Improving on Intel
In March 2010, CLC Bio released a de novo assembler that constructs whole genomes of any size, including human and plant genomes, on a single workstation computer. CLC Bio says that its de novo assembler algorithm runs 50 times faster than existing products, and deciphers complete datasets in just a few hours.
The company also adds that its assembler requires 48 gigabytes of RAM compared to others that need 300 gigabytes of RAM. The software engineers at CLC Bio accomplished this by creating new data-compression algorithms to take advantage of computing power inherent in Intel microprocessors that generally lies dormant.

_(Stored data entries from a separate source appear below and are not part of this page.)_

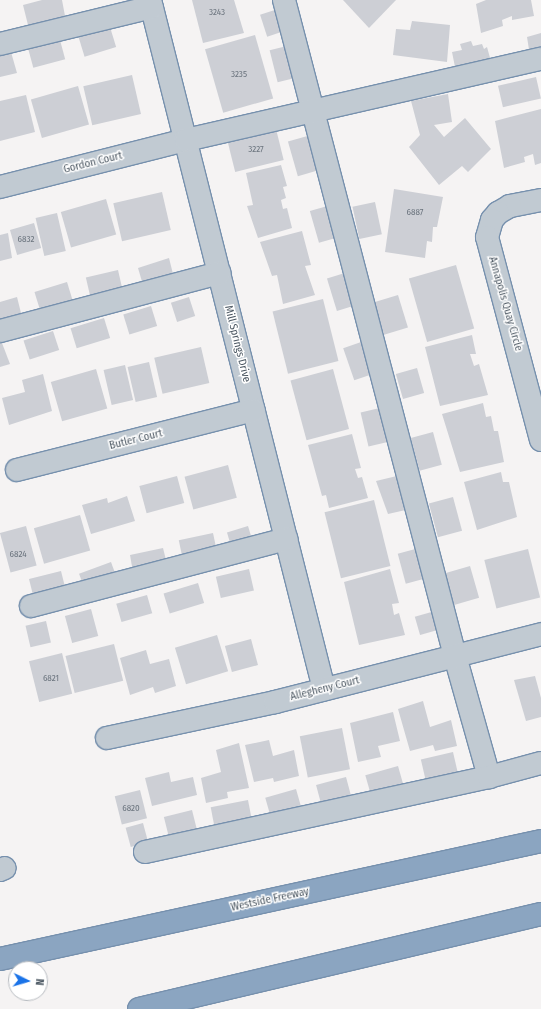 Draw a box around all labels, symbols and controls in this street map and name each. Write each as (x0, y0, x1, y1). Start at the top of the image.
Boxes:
house number: 3243 (209, 7, 225, 17)
house number: 3235 (231, 69, 247, 79)
house number: 3227 (248, 144, 264, 154)
street label: Gordon Court (62, 149, 124, 177)
house number: 6887 (407, 207, 423, 217)
house number: 6832 (18, 234, 34, 244)
street label: Annapolis Quay Circle (485, 255, 525, 353)
street label: Mill Springs Drive (221, 304, 253, 384)
street label: Butler Court (108, 427, 164, 453)
house number: 6824 (9, 549, 27, 559)
house number: 6821 (43, 673, 59, 683)
street label: Allegheny Court (289, 674, 361, 704)
house number: 6820 (122, 803, 140, 813)
street label: Westside Freeway (230, 885, 310, 915)
north arrow (8, 961, 48, 1001)
text: N (33, 978, 46, 986) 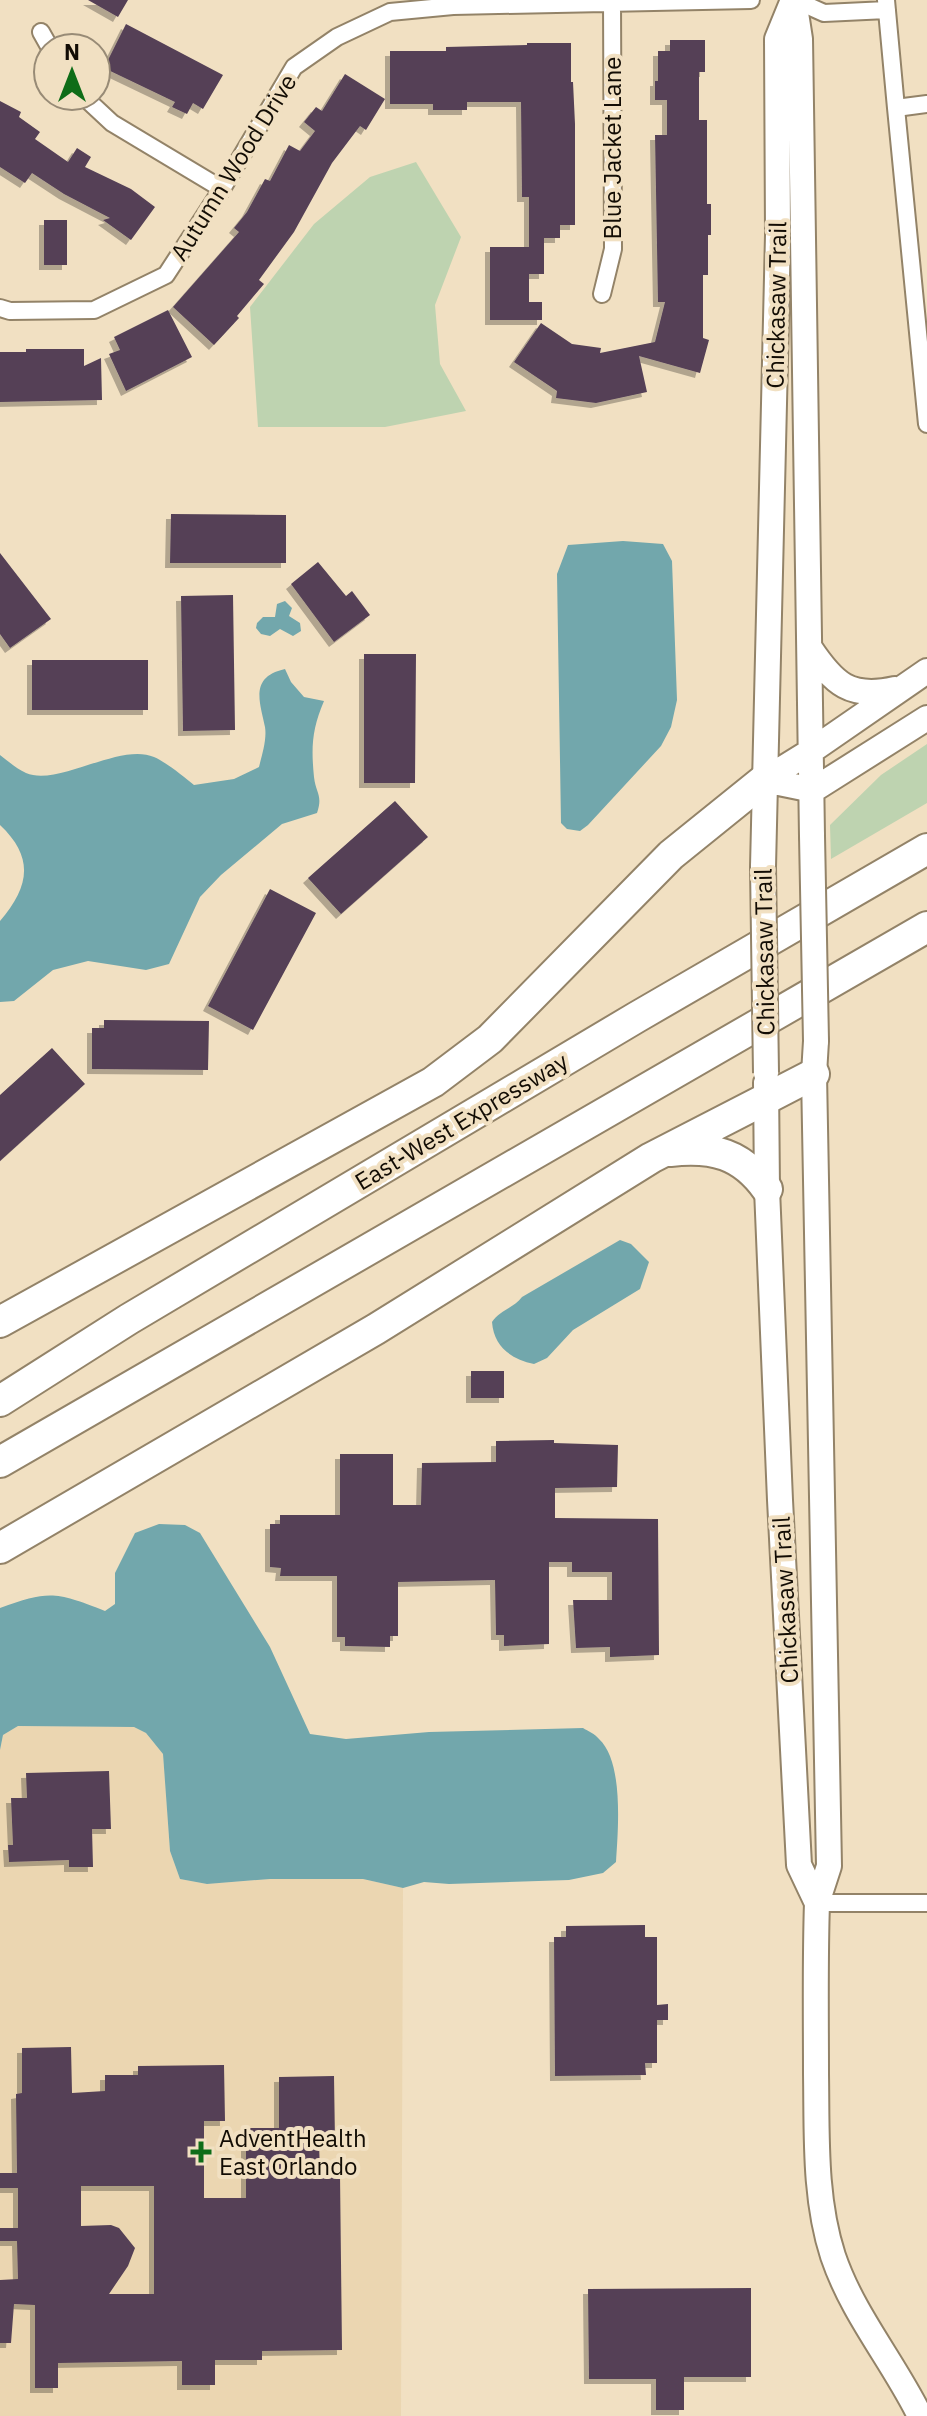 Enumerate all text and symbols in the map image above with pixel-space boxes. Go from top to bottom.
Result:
north arrow [32,32,112,112]
text: N [64,37,80,66]
street label: Blue Jacket Lane [596,57,628,239]
street label: Autumn Wood Drive [163,68,303,266]
street label: Chickasaw Trail [759,221,793,389]
street label: Chickasaw Trail [747,868,781,1036]
street label: East-West Expressway [348,1045,574,1197]
street label: Chickasaw Trail [765,1516,805,1684]
place label: AdventHealth East Orlando [219,2122,367,2182]
marker: AdventHealth East Orlando [190,2141,212,2163] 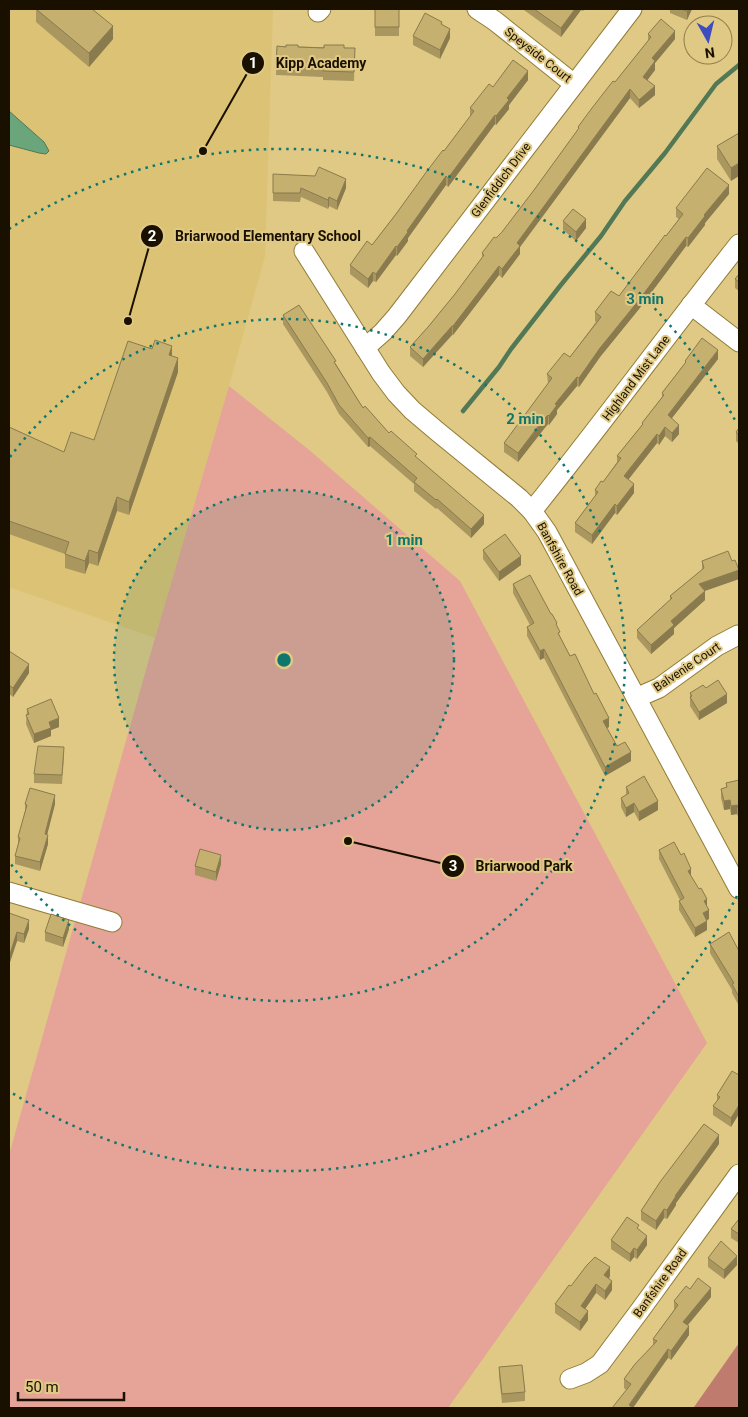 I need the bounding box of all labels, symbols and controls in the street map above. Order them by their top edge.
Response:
north arrow [683,15,733,65]
street label: Speyside Court [502,25,574,85]
text: N [704,44,716,61]
callout: Kipp Academy [240,49,376,78]
text: 1 [249,54,257,72]
text: Kipp Academy [276,55,367,71]
street label: Glenfiddich Drive [468,140,534,220]
callout: Briarwood Elementary School [140,221,371,250]
text: 2 [148,227,157,245]
text: Briarwood Elementary School [175,228,361,244]
text: 3 min [626,290,664,308]
street label: Highland Mist Lane [599,333,673,423]
text: 2 min [506,410,544,428]
street label: Banfshire Road [534,520,586,598]
text: 1 min [385,531,423,549]
street label: Balvenie Court [651,639,723,694]
centre of rings [275,651,293,669]
callout: Briarwood Park [441,851,583,880]
text: 3 [449,857,457,875]
text: Briarwood Park [476,858,573,874]
street label: Banfshire Road [630,1246,690,1320]
scale bar [18,1370,124,1402]
text: 50 m [25,1378,59,1396] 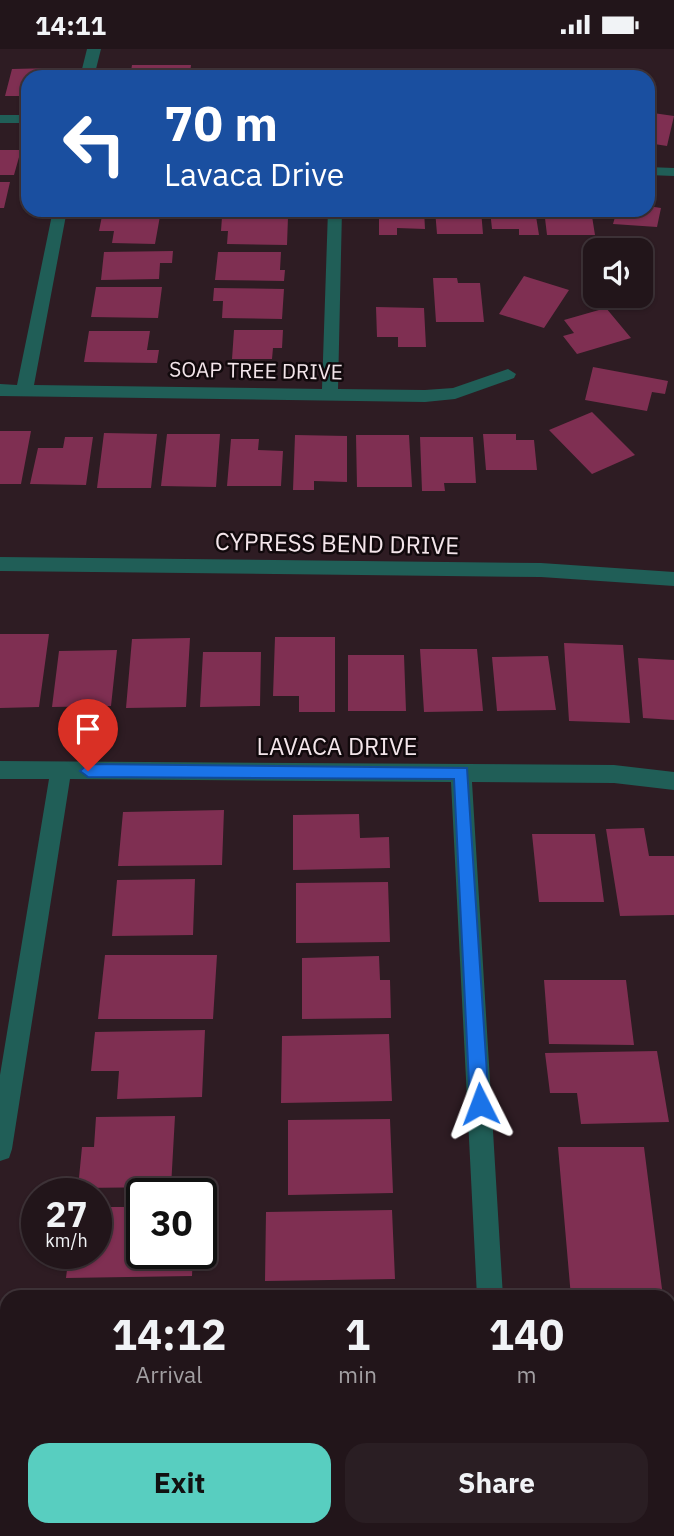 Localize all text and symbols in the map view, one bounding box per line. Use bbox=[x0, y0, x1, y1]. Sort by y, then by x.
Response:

All Intel microprocessors contain the MMX™ technology that runs many calculations in parallel. The MMX technology, added in 1996, was intended for handling complex graphics but never caught on. However, “our skilled computer programmers realized it was an ideal technology for bioinformatics, which also runs lots of parallel calculations,” says Knudsen. The company then harnessed this built-in function to speed bioinformatics calculations. “If you use our algorithm, you can crunch a lot more data,” he says.
CLC Bio’s de novo assembler works through an intuitive, user-friendly graphical as well as a command-line interface, according to Knudsen. The de novo assembler also combines datasets generated by different HTS instruments including those sold by Illumina, Roche, and Applied Biosystems.